Iniciei uma pesquisa comparativa de
ritmos e danças Orientais e Ocidentais, juntamente com os músico Magno
Job e Victor Ramalho, observando a cadência, tempos, acentuações de
diversos ritmos. Estudei as danças brasileiras em foco comparativo e
extraí pontos convergentes entre as nossas danças e as danças do
Oriente Médio. Dessa pesquisa, resultou meu livro Dança do Ventre, Da
Energia ao Movimento, publicada pela Editora Universitária da Paraíba
em 2004. No livro em questão, descrevi a trajetória de cerca de 200
movimentos com algumas ilustrações no intuito de que eu pudesse ir
comparando depois com as danças afro-brasileiras e populares. A edição
desse livro está esgotada desde 2007.
Nesse
processo, conheci o músico João Cassiano que passou a fazer parceria
nessa pesquisa e juntos estabelecemos as correlações entre, por
exemplo, Malfuf e Coco de Embolada, Soudi e Baião, Karatchi e Ijexá,
Bambi e Samba Reggae. Surgiu como resultado dessa busca o termo Tribal
Brasil para denominar os movimentos que eu passava a fusionar.

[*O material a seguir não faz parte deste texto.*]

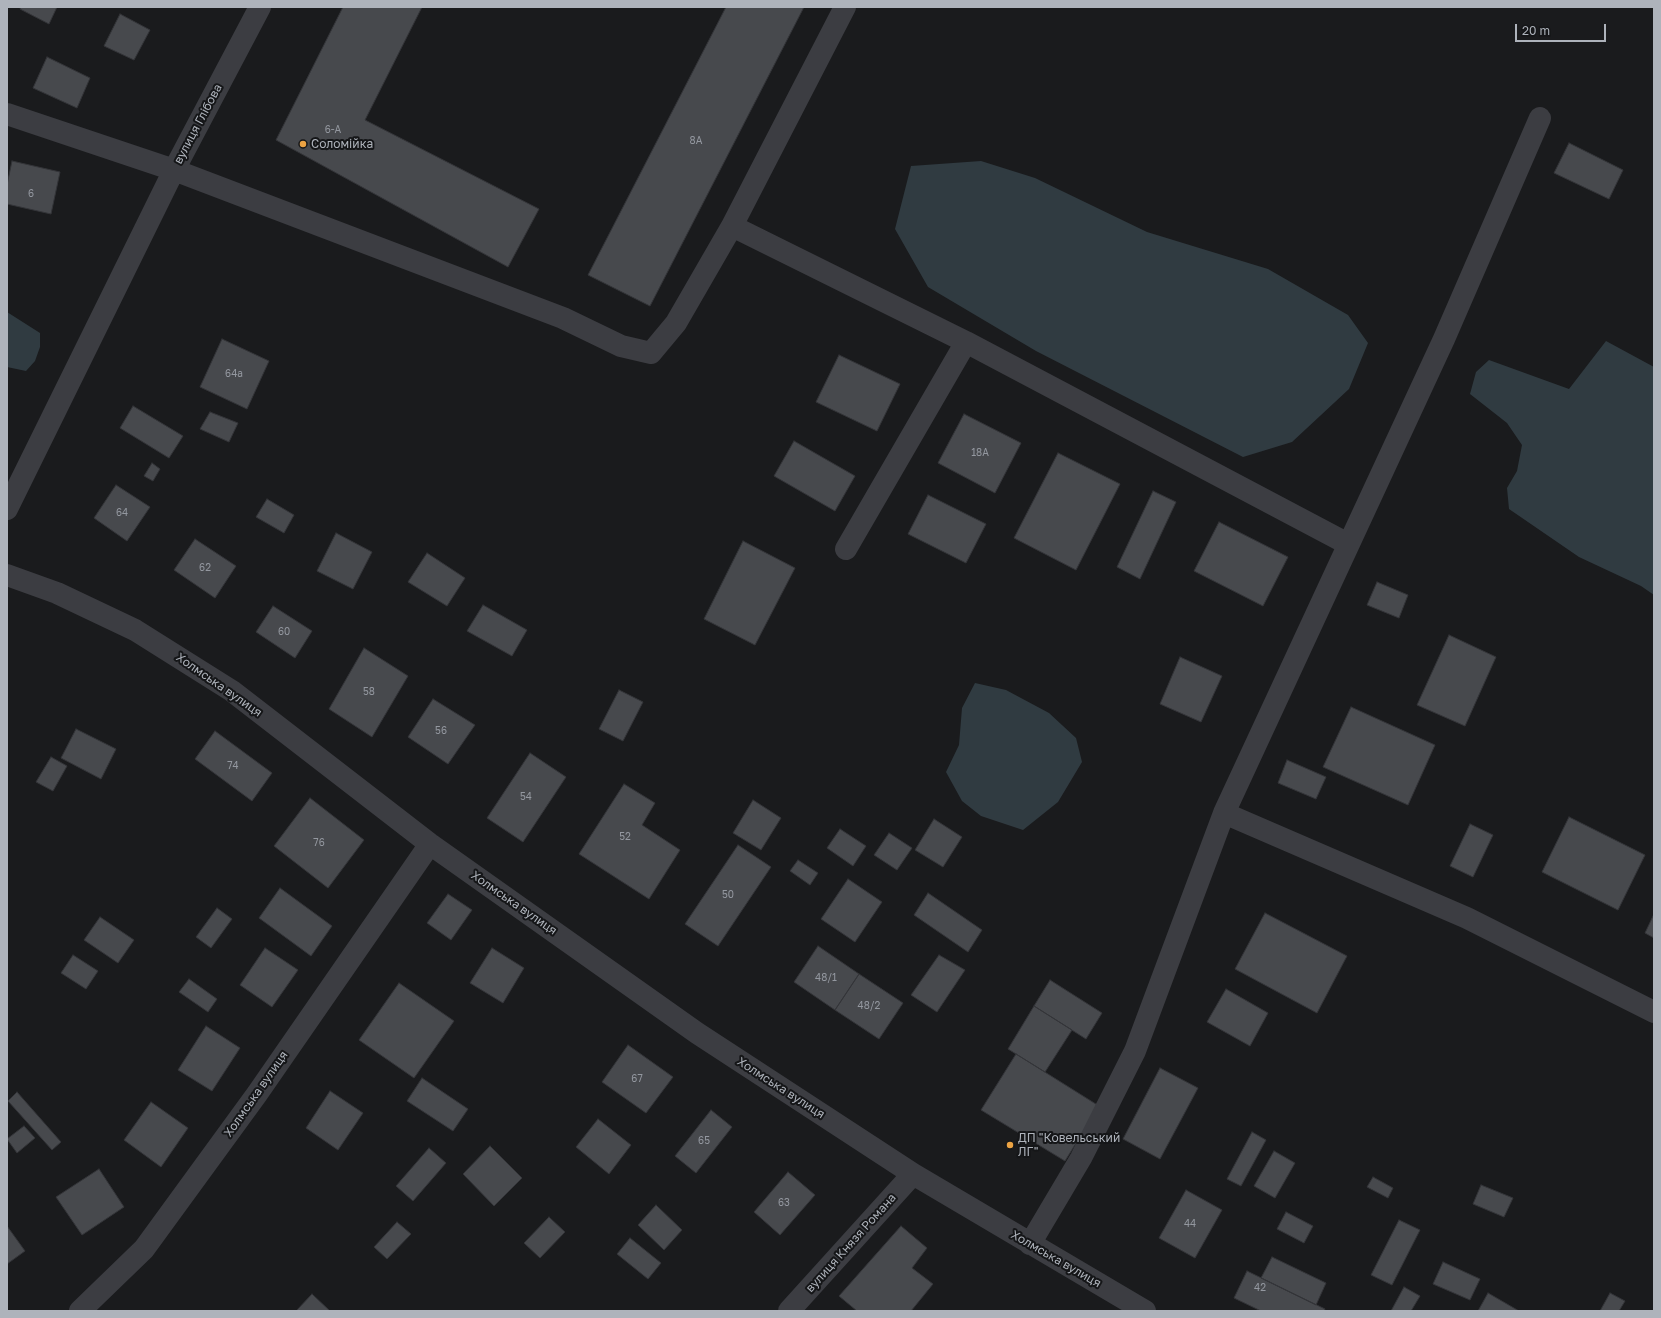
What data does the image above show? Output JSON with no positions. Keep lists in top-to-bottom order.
{
  "streets": {
    "street": ["вулиця Глібова", "Холмська вулиця", "вулиця Князя Романа"]
  },
  "crossings": [
    ["Холмська вулиця", "вулиця Князя Романа"]
  ],
  "places": ["Соломійка", "ДП \"Ковельський ЛГ\""],
  "house_numbers": [
    "6-А",
    "8А",
    "6",
    "64а",
    "18А",
    "64",
    "62",
    "60",
    "58",
    "56",
    "74",
    "54",
    "52",
    "76",
    "50",
    "48/1",
    "48/2",
    "67",
    "65",
    "63",
    "44",
    "42"
  ],
  "scale_bar": "20 m"
}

Aulas de
Afro tornaram-se necessárias e a professora Luiza Regina se agregou ao
projeto. Os encontros aconteciam aos sábados durante os ensaios da
Lunay, grupo que fundei em 2003 e que desde sua fundação abordou a
Dança do Ventre em um caráter regional, utilizando músicas nordestinas
em seu repertório, buscando uma maior identidade com nosso público e
entendendo a semelhança cultural devido às heranças do Oriente deixadas
aqui por nossos colonizadores.
Por estarmos tão
envolvidos pela pesquisa rítmica, sentimos a necessidade de
estruturarmos o primeiro espetáculo de Tribal Brasil da Lunay com música
ao vivo. Chamou-se De Corpo e Alma, sendo a música a alma condutora de
toda a movimentação. Para tanto, o grupo passou a ter aulas de
percussão com João Cassiano e Veronica Alves, que também passou a
integrar o corpo de dança da Lunay na época. Além de termos Roberto
Sansão também integrando como músico. Em 2006 pudemos apresentar nosso
primeiro resultado desses estudos, ainda com forte peso do ATS/ITS,
trabalhando com base no improviso dirigido através de sinais sonoros e
gestuais, com uma música totalmente orgânica que em momentos era
pré-estabelecida, em outros, totalmente improvisada.
O
resultado foi muito bem aceito na época e logo os primeiros
admiradores do estilo começaram a surgir, querendo saber do que se
tratava, de como também poderiam trabalhar de modo semelhante. Assim,
os primeiros convites para workshops começaram a surgir e, em 2006, fui
convidada a levar o Tribal Brasil para a Argentina, através de Rita
Andriossi. Lá, ministrei duas aulas para professores que até então
haviam ouvido falar muito pouco do Tribal. Conheci Osvaldo Brandan,
grande maestro da musicalidade Árabe, no qual pude falar sobre a
pesquisa comparativa que realizava e através dele consegui muito mais
embasamento para o que buscava estruturar. Retornei ao Brasil após um
mês, com muitas respostas sobre o que estava buscando e definitivamente
decidi estruturar o Tribal Brasil e ser uma divulgadora do estilo.
Em
2007 outros músicos se somaram ao projeto, Victor Alfonso e Mariana.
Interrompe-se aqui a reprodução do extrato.